[Stored data entries]
# # # #

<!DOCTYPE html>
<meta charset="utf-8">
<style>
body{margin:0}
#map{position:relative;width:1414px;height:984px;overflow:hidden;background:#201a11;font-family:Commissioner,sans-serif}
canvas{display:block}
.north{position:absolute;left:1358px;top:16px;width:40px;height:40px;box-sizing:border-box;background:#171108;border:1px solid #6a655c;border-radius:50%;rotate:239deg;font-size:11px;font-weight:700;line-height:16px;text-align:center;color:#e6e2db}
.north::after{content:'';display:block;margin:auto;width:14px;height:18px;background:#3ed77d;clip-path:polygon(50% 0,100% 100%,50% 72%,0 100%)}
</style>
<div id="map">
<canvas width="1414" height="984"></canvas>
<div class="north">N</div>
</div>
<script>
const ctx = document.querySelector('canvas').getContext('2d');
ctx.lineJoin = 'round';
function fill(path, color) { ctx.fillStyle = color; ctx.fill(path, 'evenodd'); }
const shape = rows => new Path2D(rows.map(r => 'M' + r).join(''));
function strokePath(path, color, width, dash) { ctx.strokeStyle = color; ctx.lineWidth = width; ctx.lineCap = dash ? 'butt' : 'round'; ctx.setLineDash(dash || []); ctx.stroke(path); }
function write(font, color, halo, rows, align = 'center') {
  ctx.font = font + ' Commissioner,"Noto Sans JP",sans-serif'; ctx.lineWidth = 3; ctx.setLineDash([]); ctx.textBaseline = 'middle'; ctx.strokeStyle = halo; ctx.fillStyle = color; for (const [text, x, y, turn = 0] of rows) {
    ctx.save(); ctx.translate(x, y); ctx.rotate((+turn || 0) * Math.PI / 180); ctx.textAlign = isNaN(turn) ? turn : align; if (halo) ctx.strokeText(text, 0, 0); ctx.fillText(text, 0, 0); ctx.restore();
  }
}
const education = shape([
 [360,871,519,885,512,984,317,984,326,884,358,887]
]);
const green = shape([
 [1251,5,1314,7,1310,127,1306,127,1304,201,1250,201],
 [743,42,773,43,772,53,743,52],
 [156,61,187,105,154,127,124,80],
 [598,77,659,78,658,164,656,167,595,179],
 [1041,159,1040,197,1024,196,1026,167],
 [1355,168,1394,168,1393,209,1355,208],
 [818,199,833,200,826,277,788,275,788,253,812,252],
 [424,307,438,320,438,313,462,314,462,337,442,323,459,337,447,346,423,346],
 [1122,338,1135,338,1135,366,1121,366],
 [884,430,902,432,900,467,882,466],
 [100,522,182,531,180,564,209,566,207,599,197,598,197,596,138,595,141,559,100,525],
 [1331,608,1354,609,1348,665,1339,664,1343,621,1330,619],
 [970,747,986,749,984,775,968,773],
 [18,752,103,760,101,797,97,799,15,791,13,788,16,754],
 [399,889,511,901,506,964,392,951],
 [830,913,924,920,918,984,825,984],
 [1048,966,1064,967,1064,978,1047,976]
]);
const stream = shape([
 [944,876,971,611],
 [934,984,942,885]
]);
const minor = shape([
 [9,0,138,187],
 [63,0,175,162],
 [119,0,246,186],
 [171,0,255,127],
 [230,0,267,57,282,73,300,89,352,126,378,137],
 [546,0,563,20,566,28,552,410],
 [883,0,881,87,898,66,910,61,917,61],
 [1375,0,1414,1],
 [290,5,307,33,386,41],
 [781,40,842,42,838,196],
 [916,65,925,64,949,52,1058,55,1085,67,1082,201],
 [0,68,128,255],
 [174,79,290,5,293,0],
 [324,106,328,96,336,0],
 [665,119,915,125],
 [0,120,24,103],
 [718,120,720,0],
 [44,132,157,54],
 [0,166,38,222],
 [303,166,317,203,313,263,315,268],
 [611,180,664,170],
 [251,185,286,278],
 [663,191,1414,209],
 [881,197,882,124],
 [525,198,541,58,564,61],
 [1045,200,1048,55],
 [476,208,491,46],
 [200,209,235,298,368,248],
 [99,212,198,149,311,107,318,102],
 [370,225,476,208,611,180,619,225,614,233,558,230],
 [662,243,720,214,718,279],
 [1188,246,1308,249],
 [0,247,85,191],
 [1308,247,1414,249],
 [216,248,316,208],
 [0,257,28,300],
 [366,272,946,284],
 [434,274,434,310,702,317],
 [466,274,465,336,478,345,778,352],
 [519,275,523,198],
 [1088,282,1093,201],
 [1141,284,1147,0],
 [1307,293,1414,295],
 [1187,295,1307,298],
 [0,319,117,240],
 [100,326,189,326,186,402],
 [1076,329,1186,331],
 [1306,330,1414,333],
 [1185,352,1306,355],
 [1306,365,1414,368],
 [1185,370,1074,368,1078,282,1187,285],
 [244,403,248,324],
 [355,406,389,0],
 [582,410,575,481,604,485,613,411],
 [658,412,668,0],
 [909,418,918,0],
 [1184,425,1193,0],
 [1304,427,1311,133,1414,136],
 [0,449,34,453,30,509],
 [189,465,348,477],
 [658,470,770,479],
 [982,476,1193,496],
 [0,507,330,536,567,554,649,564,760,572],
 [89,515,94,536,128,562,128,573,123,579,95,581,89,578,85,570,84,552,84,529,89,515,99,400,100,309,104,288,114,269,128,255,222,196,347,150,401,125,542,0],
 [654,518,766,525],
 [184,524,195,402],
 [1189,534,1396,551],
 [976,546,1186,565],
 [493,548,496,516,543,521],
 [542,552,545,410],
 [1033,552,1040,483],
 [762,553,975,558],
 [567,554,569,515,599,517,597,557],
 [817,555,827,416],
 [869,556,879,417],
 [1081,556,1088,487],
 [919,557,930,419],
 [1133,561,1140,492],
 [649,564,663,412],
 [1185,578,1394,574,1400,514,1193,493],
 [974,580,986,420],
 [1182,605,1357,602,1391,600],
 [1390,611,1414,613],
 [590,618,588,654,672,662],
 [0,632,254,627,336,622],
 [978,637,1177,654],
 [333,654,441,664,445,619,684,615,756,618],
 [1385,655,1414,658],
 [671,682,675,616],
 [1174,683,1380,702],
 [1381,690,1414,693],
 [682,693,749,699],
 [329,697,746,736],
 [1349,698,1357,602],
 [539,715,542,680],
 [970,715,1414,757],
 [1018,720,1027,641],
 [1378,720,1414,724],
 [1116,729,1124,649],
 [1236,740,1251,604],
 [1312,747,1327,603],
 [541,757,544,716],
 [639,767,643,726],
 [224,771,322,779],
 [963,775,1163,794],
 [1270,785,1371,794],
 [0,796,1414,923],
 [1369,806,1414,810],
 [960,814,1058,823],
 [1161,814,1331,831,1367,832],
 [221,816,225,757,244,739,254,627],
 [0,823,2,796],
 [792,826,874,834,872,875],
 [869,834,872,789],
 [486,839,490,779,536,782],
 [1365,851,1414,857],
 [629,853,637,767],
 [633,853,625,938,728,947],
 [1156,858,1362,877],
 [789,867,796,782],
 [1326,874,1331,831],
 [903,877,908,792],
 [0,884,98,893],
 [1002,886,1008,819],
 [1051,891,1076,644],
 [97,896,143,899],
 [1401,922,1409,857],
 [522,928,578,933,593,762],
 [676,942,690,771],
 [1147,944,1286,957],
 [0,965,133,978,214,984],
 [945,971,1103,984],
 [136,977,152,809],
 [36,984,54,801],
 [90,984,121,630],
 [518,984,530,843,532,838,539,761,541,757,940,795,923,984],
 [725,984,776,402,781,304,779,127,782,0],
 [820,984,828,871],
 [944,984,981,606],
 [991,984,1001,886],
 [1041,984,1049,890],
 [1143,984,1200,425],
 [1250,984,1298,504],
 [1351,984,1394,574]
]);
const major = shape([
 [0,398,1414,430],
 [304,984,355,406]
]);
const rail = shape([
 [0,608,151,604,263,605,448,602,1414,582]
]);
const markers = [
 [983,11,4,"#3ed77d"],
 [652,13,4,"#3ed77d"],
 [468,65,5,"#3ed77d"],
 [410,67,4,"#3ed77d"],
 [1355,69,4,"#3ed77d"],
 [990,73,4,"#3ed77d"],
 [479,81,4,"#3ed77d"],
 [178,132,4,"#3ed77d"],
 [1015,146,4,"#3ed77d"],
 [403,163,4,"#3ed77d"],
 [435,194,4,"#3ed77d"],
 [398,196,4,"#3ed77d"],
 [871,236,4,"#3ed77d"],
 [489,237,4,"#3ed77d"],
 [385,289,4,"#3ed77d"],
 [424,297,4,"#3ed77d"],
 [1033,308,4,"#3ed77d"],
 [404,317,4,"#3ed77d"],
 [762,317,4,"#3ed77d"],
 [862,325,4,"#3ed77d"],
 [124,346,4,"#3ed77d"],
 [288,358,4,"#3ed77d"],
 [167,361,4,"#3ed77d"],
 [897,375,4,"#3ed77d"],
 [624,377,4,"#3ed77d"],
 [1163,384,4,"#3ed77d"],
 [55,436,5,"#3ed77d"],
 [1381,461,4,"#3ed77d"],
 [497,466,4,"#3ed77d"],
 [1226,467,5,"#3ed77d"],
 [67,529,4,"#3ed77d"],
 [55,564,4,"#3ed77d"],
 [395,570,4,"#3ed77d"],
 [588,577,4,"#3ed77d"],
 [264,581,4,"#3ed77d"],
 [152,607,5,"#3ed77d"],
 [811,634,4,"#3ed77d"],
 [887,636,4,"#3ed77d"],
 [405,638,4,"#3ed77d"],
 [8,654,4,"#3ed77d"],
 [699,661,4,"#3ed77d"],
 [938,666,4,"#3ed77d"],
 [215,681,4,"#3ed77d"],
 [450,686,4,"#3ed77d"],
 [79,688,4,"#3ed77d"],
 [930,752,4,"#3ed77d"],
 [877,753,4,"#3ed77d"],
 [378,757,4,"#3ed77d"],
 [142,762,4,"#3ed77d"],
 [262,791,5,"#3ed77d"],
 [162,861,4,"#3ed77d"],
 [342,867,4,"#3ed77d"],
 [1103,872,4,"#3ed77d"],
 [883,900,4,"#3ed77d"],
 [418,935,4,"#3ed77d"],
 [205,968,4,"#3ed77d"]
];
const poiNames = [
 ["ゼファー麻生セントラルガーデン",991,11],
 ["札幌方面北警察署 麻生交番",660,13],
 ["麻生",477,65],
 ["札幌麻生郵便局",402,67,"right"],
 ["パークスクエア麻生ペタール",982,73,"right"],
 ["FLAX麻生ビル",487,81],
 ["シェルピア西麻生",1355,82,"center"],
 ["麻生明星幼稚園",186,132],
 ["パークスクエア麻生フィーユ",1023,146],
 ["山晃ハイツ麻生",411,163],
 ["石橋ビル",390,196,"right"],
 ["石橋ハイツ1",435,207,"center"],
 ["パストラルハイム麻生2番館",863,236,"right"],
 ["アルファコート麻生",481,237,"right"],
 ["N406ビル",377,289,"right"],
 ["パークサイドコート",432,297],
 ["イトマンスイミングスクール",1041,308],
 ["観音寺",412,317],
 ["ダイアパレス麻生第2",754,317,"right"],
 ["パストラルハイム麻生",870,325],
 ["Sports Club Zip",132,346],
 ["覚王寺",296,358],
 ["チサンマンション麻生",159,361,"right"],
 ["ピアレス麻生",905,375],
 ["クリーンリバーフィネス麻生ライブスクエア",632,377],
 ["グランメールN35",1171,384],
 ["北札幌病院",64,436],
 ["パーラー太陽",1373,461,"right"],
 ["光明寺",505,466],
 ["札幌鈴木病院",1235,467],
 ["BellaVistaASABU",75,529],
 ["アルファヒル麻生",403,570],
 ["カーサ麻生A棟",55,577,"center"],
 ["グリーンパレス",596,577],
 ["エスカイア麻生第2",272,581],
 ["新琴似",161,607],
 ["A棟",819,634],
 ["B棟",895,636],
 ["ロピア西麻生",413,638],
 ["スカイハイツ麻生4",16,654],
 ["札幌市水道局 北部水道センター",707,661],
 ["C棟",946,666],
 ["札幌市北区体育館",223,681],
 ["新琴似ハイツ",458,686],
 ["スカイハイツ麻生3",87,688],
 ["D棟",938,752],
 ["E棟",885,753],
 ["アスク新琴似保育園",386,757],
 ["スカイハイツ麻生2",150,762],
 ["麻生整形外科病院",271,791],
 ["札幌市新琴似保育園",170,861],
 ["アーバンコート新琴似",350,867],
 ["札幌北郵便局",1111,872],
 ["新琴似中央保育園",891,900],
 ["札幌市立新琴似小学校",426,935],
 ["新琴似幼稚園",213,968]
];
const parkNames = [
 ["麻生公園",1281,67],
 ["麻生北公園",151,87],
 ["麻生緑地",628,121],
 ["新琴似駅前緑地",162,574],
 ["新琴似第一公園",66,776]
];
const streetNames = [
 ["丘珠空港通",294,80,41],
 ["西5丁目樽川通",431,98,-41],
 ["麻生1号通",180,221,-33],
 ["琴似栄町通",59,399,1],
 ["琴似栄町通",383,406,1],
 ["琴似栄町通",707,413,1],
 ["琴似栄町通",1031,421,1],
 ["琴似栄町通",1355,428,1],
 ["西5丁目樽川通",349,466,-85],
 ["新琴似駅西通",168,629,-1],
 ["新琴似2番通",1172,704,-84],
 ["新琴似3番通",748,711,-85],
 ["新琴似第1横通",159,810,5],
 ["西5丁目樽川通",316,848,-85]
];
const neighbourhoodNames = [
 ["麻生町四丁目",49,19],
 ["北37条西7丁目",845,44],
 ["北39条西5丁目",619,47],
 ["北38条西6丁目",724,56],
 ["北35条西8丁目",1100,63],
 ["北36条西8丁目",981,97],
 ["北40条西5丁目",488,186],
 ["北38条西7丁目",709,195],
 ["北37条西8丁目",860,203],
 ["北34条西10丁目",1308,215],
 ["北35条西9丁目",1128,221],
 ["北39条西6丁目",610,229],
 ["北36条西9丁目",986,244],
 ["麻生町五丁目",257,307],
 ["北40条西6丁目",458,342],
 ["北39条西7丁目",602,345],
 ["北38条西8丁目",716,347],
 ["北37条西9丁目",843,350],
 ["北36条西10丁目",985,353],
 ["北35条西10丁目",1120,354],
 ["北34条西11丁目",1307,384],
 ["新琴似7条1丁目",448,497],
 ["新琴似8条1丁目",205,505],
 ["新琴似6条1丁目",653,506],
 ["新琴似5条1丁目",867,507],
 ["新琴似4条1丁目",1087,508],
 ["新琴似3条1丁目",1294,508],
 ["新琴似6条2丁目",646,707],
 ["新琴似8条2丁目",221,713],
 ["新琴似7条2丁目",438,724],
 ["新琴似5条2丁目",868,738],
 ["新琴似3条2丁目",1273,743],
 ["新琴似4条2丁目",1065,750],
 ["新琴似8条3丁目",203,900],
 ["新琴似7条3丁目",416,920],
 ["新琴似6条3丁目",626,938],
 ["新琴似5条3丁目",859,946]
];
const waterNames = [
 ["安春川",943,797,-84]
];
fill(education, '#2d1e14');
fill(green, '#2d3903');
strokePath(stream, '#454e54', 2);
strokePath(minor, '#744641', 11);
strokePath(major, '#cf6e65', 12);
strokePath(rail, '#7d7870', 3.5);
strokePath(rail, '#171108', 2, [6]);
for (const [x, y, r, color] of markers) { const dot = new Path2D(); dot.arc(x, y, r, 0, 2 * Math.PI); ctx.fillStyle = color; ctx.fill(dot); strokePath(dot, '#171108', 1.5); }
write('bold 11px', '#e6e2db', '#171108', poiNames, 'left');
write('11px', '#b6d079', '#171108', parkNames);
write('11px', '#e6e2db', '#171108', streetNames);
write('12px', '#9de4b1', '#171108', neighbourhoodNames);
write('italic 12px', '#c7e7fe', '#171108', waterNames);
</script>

# # # #

§ **Try it**:
Copy each line of the records that contains the word "turn".

§ **Solved problem**:
  ctx.font = font + ' Commissioner,"Noto Sans JP",sans-serif'; ctx.lineWidth = 3; ctx.setLineDash([]); ctx.textBaseline = 'middle'; ctx.strokeStyle = halo; ctx.fillStyle = color; for (const [text, x, y, turn = 0] of rows) {
    ctx.save(); ctx.translate(x, y); ctx.rotate((+turn || 0) * Math.PI / 180); ctx.textAlign = isNaN(turn) ? turn : align; if (halo) ctx.strokeText(text, 0, 0); ctx.fillText(text, 0, 0); ctx.restore();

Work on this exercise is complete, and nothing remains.